▸ TASK OBJECTIVE: In the entries below, count each line where "reading" appears. Give the total and nothing more.

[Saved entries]
BEGIN

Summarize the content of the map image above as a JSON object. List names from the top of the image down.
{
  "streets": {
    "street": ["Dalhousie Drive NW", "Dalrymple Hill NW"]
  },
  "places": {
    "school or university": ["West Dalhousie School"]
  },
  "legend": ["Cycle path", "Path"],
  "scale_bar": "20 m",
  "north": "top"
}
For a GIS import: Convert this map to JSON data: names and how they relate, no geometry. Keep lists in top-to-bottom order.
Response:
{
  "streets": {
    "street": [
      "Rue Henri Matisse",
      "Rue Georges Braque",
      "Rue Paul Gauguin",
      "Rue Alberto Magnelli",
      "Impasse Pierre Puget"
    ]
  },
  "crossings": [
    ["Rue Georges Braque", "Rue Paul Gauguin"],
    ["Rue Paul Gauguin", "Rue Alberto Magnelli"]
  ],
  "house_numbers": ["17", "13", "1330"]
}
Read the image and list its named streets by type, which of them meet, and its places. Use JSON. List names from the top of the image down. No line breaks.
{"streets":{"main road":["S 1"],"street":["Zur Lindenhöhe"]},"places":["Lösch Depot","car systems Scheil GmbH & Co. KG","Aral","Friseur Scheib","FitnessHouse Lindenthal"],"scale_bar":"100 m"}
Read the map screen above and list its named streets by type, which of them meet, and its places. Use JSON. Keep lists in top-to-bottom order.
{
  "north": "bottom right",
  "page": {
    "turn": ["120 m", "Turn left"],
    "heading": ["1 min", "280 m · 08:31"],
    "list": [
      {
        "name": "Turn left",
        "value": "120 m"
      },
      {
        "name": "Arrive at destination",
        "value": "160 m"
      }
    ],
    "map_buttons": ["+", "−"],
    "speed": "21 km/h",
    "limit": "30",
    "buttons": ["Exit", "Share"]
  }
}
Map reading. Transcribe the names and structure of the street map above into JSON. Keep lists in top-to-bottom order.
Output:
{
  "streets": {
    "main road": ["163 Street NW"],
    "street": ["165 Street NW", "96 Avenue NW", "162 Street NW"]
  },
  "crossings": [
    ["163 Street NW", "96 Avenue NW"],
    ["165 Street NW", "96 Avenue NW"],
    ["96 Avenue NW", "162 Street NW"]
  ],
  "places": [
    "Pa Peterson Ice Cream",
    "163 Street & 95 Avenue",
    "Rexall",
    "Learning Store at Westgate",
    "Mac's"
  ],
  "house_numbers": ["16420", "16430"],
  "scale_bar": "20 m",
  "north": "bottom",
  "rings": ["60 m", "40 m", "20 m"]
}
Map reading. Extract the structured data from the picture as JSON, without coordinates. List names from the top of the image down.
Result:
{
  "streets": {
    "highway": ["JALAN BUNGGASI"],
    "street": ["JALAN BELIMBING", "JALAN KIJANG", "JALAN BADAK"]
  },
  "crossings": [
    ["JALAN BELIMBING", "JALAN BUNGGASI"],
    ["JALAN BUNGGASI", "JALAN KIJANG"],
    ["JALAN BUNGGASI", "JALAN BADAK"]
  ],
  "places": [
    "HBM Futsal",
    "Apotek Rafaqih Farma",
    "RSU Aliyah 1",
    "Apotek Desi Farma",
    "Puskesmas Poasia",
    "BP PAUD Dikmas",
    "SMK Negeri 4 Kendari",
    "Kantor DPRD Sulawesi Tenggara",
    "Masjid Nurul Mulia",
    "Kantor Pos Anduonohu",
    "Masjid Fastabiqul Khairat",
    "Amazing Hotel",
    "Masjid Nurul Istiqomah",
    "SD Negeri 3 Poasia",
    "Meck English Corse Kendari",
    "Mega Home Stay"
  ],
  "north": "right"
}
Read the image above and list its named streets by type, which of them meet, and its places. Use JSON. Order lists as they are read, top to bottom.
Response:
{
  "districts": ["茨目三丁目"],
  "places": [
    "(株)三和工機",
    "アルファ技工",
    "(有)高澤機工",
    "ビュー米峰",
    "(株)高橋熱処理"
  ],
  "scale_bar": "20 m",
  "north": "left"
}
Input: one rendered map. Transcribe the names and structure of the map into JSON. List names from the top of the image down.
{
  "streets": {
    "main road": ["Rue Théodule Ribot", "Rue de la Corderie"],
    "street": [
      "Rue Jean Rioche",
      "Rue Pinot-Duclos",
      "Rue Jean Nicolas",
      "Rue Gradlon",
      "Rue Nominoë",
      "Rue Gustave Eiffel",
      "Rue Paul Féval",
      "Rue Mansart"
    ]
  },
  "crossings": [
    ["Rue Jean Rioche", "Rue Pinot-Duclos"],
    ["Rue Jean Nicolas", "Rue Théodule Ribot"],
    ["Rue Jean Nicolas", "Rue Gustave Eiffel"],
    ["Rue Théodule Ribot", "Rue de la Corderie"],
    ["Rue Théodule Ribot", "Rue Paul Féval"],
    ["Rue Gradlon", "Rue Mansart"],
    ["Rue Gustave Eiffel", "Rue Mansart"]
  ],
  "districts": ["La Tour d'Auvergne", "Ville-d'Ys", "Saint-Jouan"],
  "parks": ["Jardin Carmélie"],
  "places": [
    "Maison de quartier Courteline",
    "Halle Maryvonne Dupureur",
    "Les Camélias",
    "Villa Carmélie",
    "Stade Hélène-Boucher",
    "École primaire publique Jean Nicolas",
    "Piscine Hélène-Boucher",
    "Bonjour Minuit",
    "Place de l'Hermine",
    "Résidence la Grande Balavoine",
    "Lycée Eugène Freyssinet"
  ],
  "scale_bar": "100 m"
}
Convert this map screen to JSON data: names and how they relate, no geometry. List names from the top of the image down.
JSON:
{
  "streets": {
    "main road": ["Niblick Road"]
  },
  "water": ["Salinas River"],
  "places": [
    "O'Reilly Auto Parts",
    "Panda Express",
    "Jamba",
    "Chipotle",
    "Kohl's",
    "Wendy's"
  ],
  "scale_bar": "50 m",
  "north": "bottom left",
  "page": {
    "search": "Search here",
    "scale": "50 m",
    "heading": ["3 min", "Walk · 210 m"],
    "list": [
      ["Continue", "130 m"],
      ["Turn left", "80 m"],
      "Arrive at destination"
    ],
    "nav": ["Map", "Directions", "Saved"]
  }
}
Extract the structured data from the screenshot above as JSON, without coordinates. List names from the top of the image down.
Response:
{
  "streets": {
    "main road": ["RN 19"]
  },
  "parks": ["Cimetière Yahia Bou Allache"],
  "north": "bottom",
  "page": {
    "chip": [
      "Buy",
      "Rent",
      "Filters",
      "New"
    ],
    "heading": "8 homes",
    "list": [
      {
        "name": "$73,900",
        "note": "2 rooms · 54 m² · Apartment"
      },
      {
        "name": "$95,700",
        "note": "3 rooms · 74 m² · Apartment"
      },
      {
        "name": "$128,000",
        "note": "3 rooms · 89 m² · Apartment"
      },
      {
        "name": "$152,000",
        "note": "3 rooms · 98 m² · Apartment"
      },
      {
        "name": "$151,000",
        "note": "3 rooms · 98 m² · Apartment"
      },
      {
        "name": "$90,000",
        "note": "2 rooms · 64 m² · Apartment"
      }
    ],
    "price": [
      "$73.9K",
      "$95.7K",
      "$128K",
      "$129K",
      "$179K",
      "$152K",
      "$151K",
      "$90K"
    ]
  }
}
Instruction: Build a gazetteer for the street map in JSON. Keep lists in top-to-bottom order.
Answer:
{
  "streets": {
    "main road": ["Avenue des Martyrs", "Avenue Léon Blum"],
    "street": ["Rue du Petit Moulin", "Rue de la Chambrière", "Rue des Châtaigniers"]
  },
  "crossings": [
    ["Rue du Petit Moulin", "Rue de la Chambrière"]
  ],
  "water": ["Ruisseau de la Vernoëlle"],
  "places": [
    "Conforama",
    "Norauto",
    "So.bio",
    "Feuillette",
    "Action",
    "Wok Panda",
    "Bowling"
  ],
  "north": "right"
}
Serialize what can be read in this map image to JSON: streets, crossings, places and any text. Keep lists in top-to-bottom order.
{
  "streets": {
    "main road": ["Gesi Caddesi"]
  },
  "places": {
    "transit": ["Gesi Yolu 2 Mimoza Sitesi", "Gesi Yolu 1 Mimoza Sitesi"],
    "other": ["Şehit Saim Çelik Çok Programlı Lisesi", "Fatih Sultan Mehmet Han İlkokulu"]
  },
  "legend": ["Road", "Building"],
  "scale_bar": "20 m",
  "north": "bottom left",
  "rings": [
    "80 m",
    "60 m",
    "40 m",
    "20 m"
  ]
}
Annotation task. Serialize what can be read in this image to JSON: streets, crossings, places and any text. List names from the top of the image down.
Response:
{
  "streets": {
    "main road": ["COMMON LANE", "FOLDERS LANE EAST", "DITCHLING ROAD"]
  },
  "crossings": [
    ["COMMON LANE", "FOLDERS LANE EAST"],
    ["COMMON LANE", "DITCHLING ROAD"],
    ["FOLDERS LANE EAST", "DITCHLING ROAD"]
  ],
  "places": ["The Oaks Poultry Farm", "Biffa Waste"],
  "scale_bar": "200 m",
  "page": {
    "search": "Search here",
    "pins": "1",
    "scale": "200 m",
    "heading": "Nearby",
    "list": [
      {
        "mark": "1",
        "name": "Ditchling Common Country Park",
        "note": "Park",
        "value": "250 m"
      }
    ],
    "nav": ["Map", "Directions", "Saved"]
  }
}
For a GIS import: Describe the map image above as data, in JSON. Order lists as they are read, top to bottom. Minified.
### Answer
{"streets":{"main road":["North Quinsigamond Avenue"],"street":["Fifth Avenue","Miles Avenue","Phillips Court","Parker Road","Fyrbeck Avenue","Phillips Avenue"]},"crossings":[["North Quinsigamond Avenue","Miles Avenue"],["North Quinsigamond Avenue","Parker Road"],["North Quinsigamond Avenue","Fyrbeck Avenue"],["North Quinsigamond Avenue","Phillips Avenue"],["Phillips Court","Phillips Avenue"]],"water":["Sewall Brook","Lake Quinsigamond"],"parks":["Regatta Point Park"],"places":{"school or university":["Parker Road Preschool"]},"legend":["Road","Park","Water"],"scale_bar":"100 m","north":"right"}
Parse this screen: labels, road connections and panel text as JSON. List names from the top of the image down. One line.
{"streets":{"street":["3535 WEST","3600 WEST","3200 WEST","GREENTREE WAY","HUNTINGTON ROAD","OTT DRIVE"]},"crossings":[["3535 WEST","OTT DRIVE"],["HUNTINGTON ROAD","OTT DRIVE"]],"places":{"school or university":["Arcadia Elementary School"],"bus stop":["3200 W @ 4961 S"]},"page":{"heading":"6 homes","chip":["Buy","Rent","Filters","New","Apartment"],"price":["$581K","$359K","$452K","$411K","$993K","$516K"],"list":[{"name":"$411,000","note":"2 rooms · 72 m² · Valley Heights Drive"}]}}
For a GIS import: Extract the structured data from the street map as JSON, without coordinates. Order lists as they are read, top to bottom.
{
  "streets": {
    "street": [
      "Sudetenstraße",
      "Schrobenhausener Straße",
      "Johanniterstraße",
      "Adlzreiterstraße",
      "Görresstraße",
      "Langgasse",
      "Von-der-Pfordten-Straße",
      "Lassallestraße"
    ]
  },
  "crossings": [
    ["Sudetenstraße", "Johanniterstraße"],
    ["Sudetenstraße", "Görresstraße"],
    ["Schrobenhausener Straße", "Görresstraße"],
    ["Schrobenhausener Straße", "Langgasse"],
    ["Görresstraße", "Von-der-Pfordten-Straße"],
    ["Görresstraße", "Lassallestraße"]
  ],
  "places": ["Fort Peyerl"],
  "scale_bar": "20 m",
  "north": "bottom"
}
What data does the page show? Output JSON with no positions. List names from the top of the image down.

END

▸ FINISHED TASK: 2